The rejects txt file contains the last row from the file with just minuses in it. The rejects.txt.Error.Txt documents:

Row 21550 File Offset 3383848 ErrorFile Offset 0 - HRESULT 0x80004005

The culprit that raises the error is obviously the very last row that does not conform to the format as declared in the format file. However the ugly header does not cause much problems (at least the one at the very top).

Although I defined the maxerror attribute that very one deformed line kills the whole operation. If I manually delete the last line containing all that minuses (-) everything works fine. Since that import shall run frequently and particularly unattended that extra post-treatment is not serious solution.

Can anyone help me to get sql server to be less picky and susceptible respectively. It is good that it documents the lines that couldn't be loaded but why does it abort the whole operation? And further after one execution of a statement that caused the creation of the reject.txt no other (or the same) statement can be executed before the txt file gets deleted manually:

Msg 4861, Level 16, State 1, Line 1
Cannot bulk load because the file "rejects.txt" could not be opened. Operating system error code 80(The file exists.).
Msg 4861, Level 16, State 1, Line 1
Cannot bulk load because the file "rejects.txt.Error.Txt" could not be opened. Operating system error code 80(The file exists.).

I think that is weird behavior. Please help me to suppress it.

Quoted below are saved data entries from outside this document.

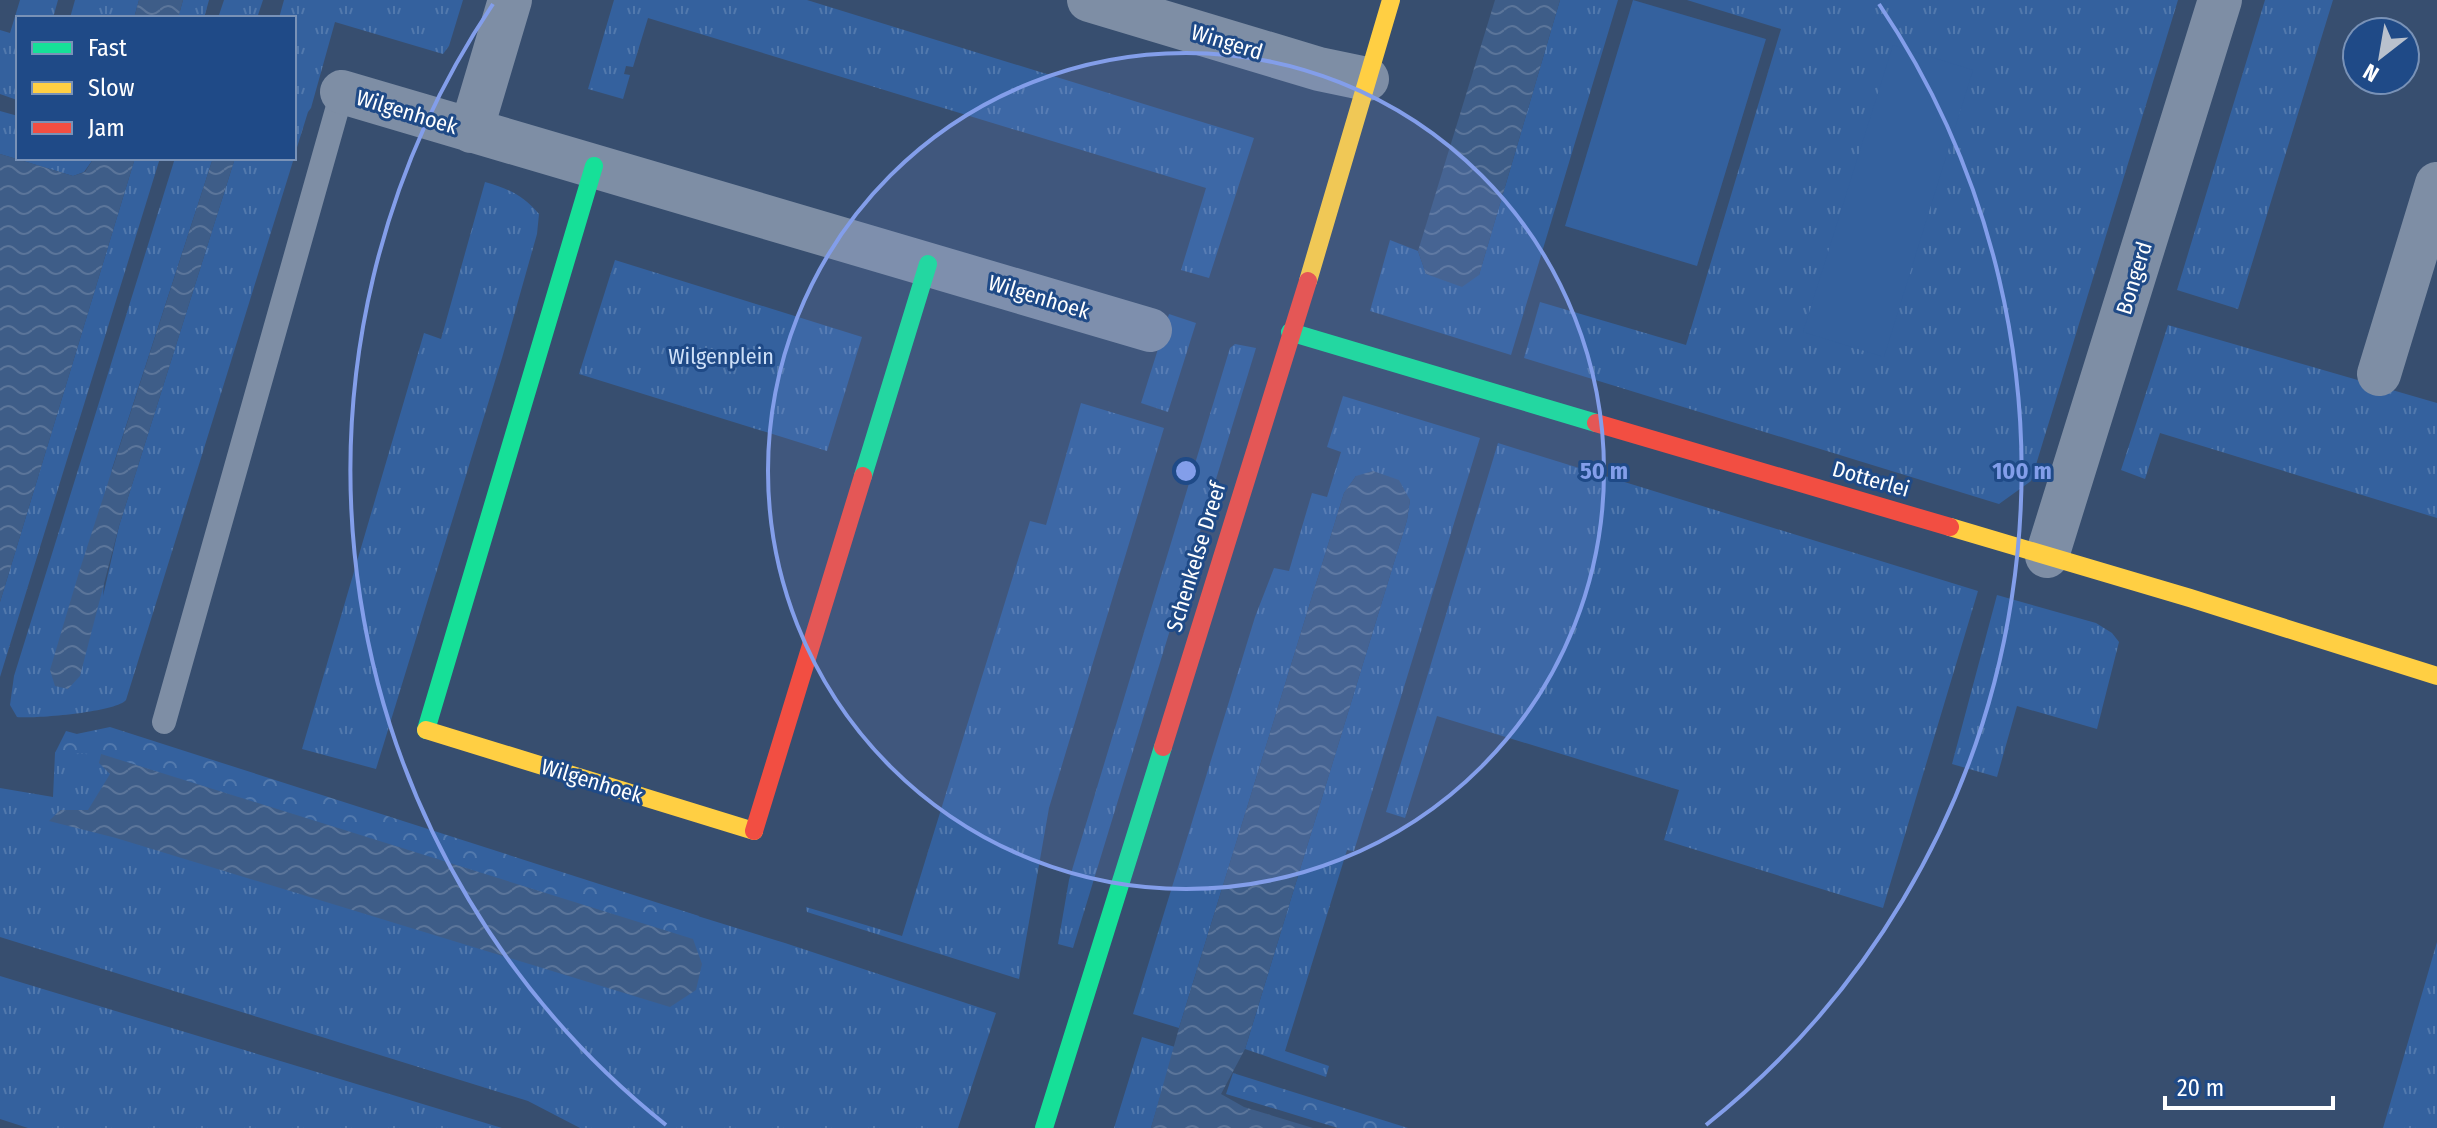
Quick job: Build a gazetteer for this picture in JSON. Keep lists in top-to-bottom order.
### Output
{
  "streets": {
    "street": [
      "Wingerd",
      "Wilgenhoek",
      "Bongerd",
      "Dotterlei",
      "Schenkelse Dreef"
    ]
  },
  "crossings": [
    ["Wingerd", "Schenkelse Dreef"],
    ["Bongerd", "Dotterlei"],
    ["Dotterlei", "Schenkelse Dreef"]
  ],
  "parks": ["Wilgenplein"],
  "legend": ["Fast", "Slow", "Jam"],
  "scale_bar": "20 m",
  "north": "bottom left",
  "rings": ["50 m", "100 m"]
}
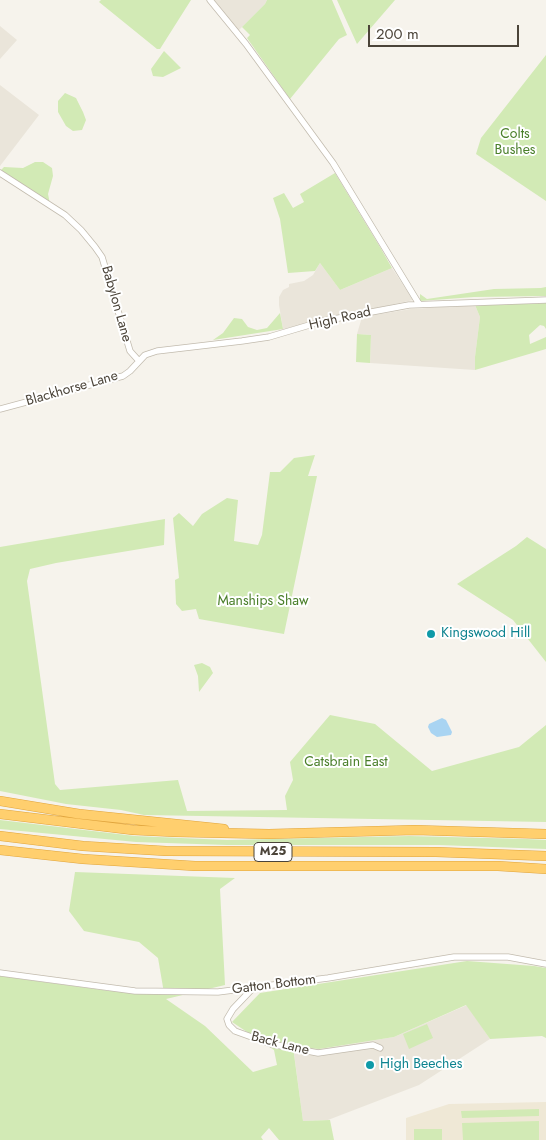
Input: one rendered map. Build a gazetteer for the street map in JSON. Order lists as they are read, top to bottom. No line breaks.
{"streets":{"highway":["M25"],"street":["Babylon Lane","High Road","Blackhorse Lane","Gatton Bottom","Back Lane"]},"crossings":[["Babylon Lane","High Road"],["Babylon Lane","Blackhorse Lane"],["High Road","Blackhorse Lane"],["Gatton Bottom","Back Lane"]],"parks":["Colts Bushes","Manships Shaw","Catsbrain East"],"places":["Kingswood Hill","High Beeches"],"scale_bar":"200 m"}
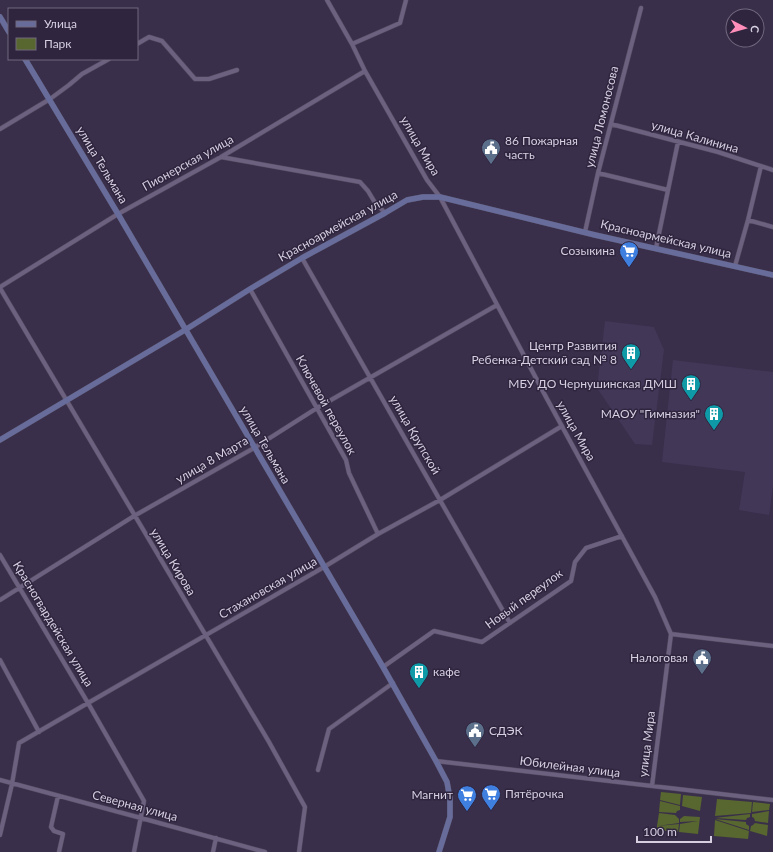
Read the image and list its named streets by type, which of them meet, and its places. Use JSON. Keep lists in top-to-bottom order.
{
  "streets": {
    "street": [
      "улица Ломоносова",
      "улица Калинина",
      "улица Мира",
      "Пионерская улица",
      "улица Тельмана",
      "Красноармейская улица",
      "Ключевой переулок",
      "улица Крупской",
      "улица 8 Марта",
      "улица Кирова",
      "Стахановская улица",
      "Новый переулок",
      "Красногвардейская улица",
      "Юбилейная улица",
      "Северная улица"
    ]
  },
  "crossings": [
    ["улица Ломоносова", "улица Калинина"],
    ["улица Ломоносова", "Красноармейская улица"],
    ["улица Мира", "Пионерская улица"],
    ["улица Мира", "Красноармейская улица"],
    ["улица Мира", "улица 8 Марта"],
    ["улица Мира", "Стахановская улица"],
    ["улица Мира", "Новый переулок"],
    ["улица Мира", "Юбилейная улица"],
    ["Пионерская улица", "улица Тельмана"],
    ["Пионерская улица", "улица Кирова"],
    ["улица Тельмана", "Красноармейская улица"],
    ["улица Тельмана", "улица 8 Марта"],
    ["улица Тельмана", "Стахановская улица"],
    ["улица Тельмана", "Новый переулок"],
    ["улица Тельмана", "Юбилейная улица"],
    ["Красноармейская улица", "Ключевой переулок"],
    ["Красноармейская улица", "улица Крупской"],
    ["Красноармейская улица", "улица Кирова"],
    ["Ключевой переулок", "улица 8 Марта"],
    ["Ключевой переулок", "Стахановская улица"],
    ["улица Крупской", "улица 8 Марта"],
    ["улица Крупской", "Стахановская улица"],
    ["улица Крупской", "Новый переулок"],
    ["улица 8 Марта", "улица Кирова"],
    ["улица 8 Марта", "Красногвардейская улица"],
    ["улица Кирова", "Стахановская улица"],
    ["Стахановская улица", "Красногвардейская улица"],
    ["Стахановская улица", "Северная улица"],
    ["Красногвардейская улица", "Северная улица"]
  ],
  "places": {
    "public building": ["86 Пожарная часть", "Налоговая", "СДЭК"],
    "supermarket": ["Созыкина", "Пятёрочка", "Магнит"],
    "building": [
      "Центр Развития Ребенка-Детский сад № 8",
      "МБУ ДО Чернушинская ДМШ",
      "МАОУ \"Гимназия\"",
      "кафе"
    ]
  },
  "legend": ["Улица", "Парк"],
  "scale_bar": "100 m",
  "north": "right"
}
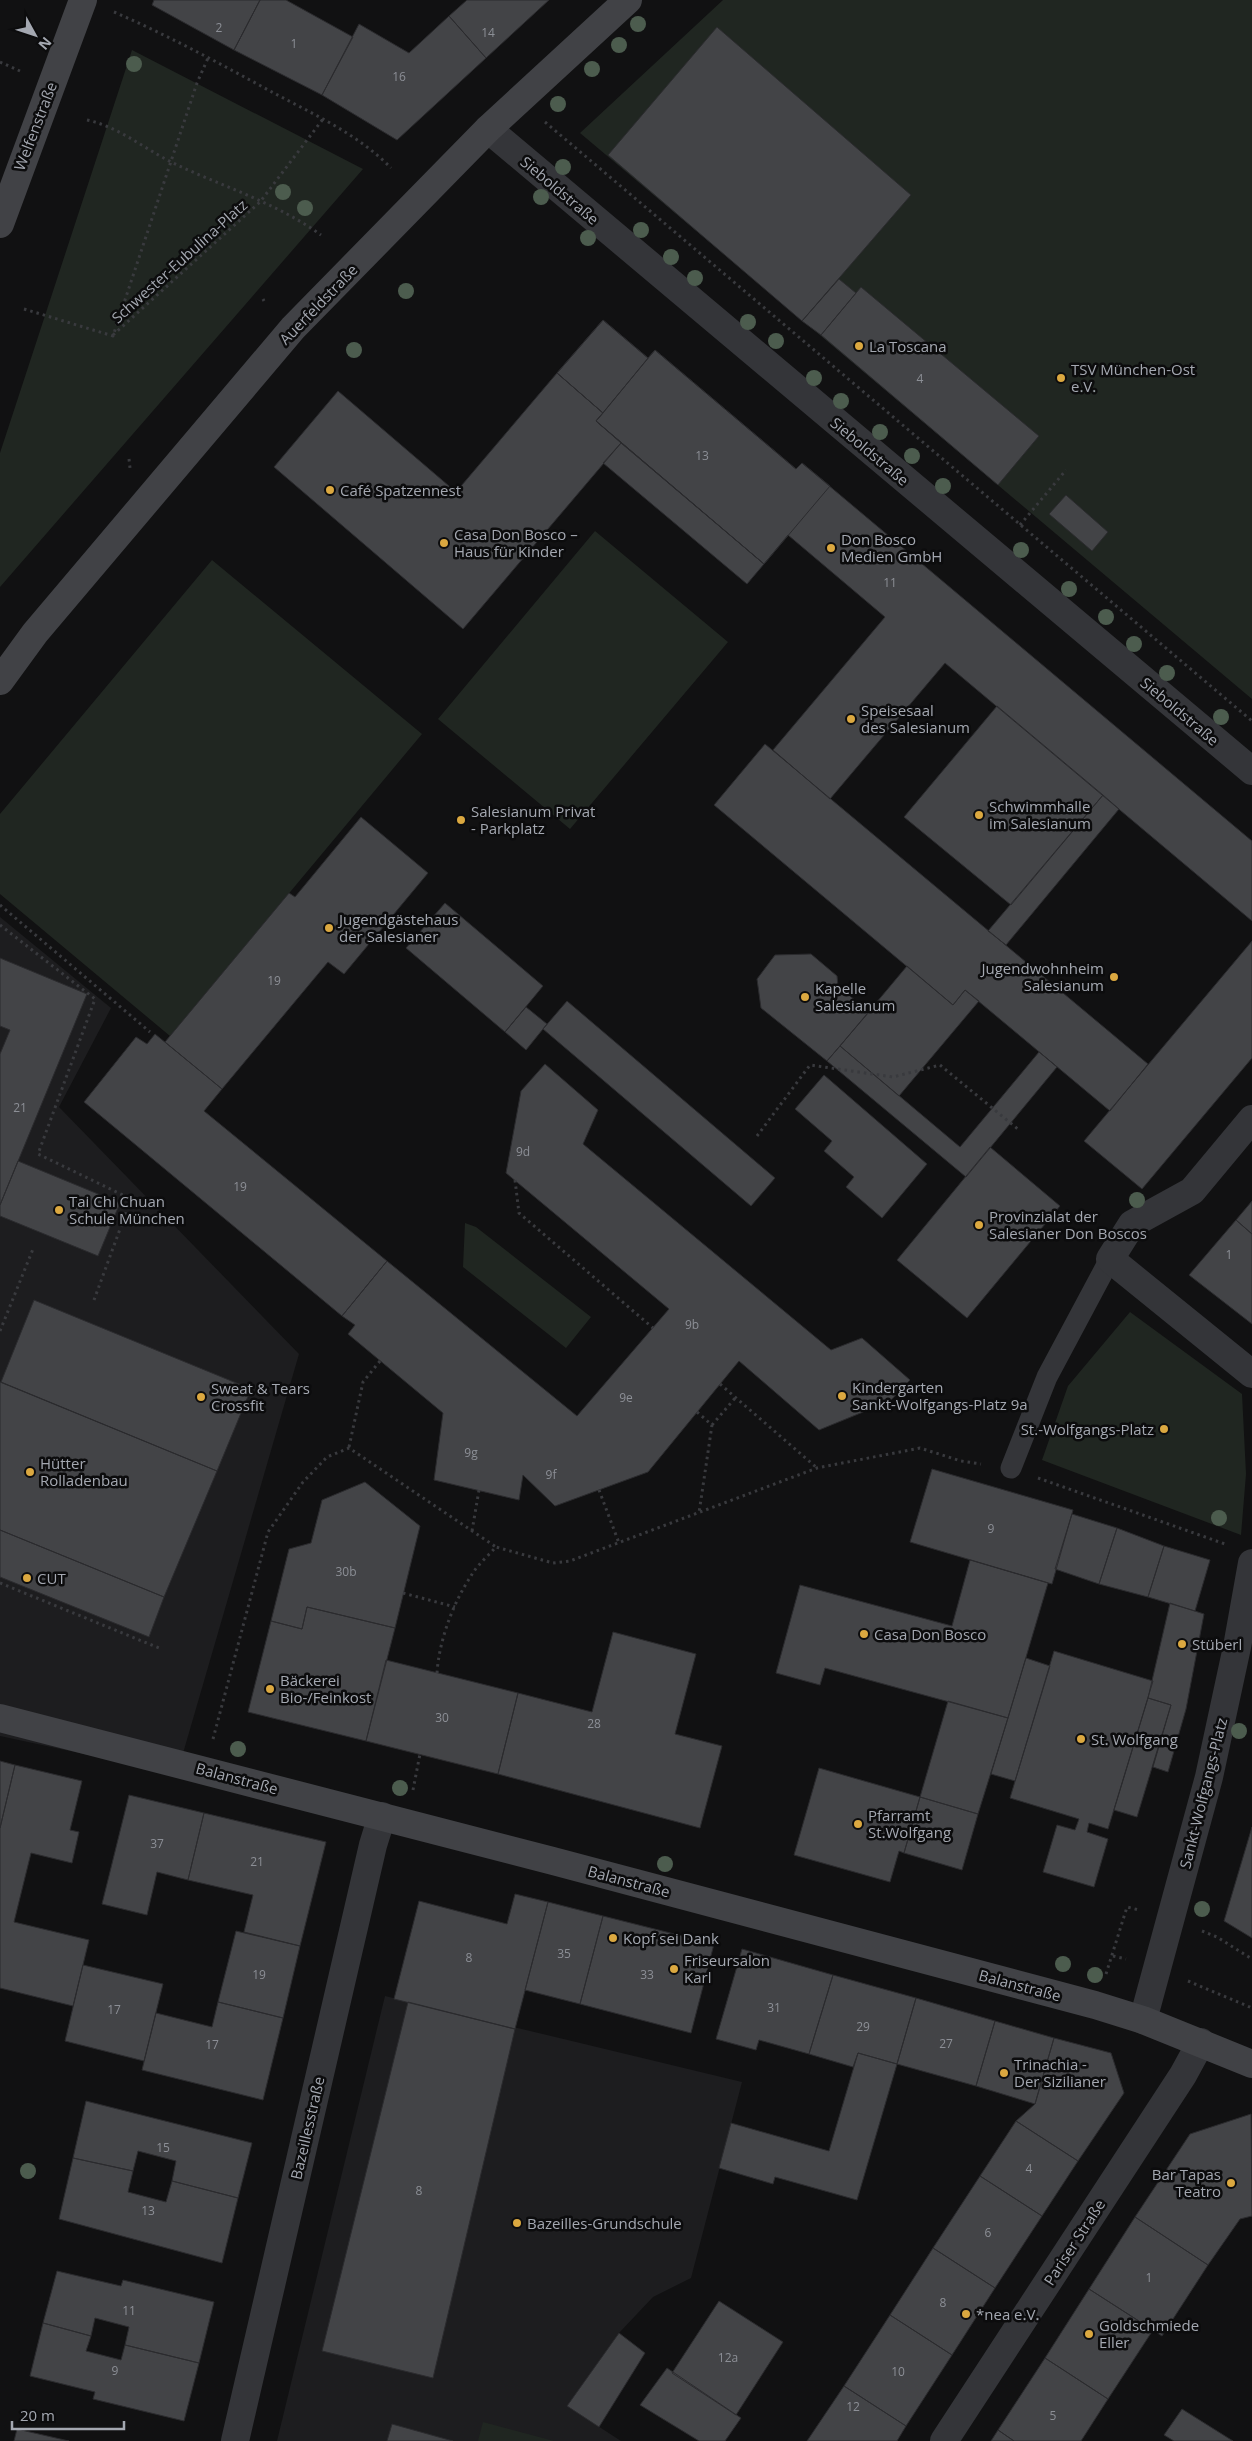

EDIT - FOLLOWUP: Here is the format file I use:

<?xml version="1.0"?>
<BCPFORMAT xmlns="http://schemas.microsoft.com/sqlserver/2004/bulkload/format" 
           xmlns:xsi="http://www.w3.org/2001/XMLSchema-instance">
 <RECORD>
   <FIELD ID="EMPTY" xsi:type="CharTerm" TERMINATOR="|" MAX_LENGTH="100"/>
   <FIELD ID="HEADER1" xsi:type="CharTerm" TERMINATOR="|" MAX_LENGTH="100"/>
   <FIELD ID="HEADER2" xsi:type="CharTerm" TERMINATOR="|\r\n" MAX_LENGTH="100"/>
 </RECORD>
 <ROW>
   <COLUMN SOURCE="HEADER1" NAME="HEADER2" xsi:type="SQLNVARCHAR"/>
   <COLUMN SOURCE="HEADER2" NAME="HEADER2" xsi:type="SQLNVARCHAR"/>
 </ROW>
 </BCPFORMAT>

Answer

lyrisey picture lyrisey · Jul 4, 2012

BULK INSERT is notoriously fiddly and unhelpful when it comes to handling data that doesn't meet the specifications provided.

I haven't done a lot of work with format files, but one thing you might want to consider as a replacement is using BULK INSERT to drop each line of the file into a temporary staging table with a single nvarchar(max) column.

This lets you get your data into SQL for further examination, and then you can use the various string manipulation functions to break it down into the data you want to finally insert.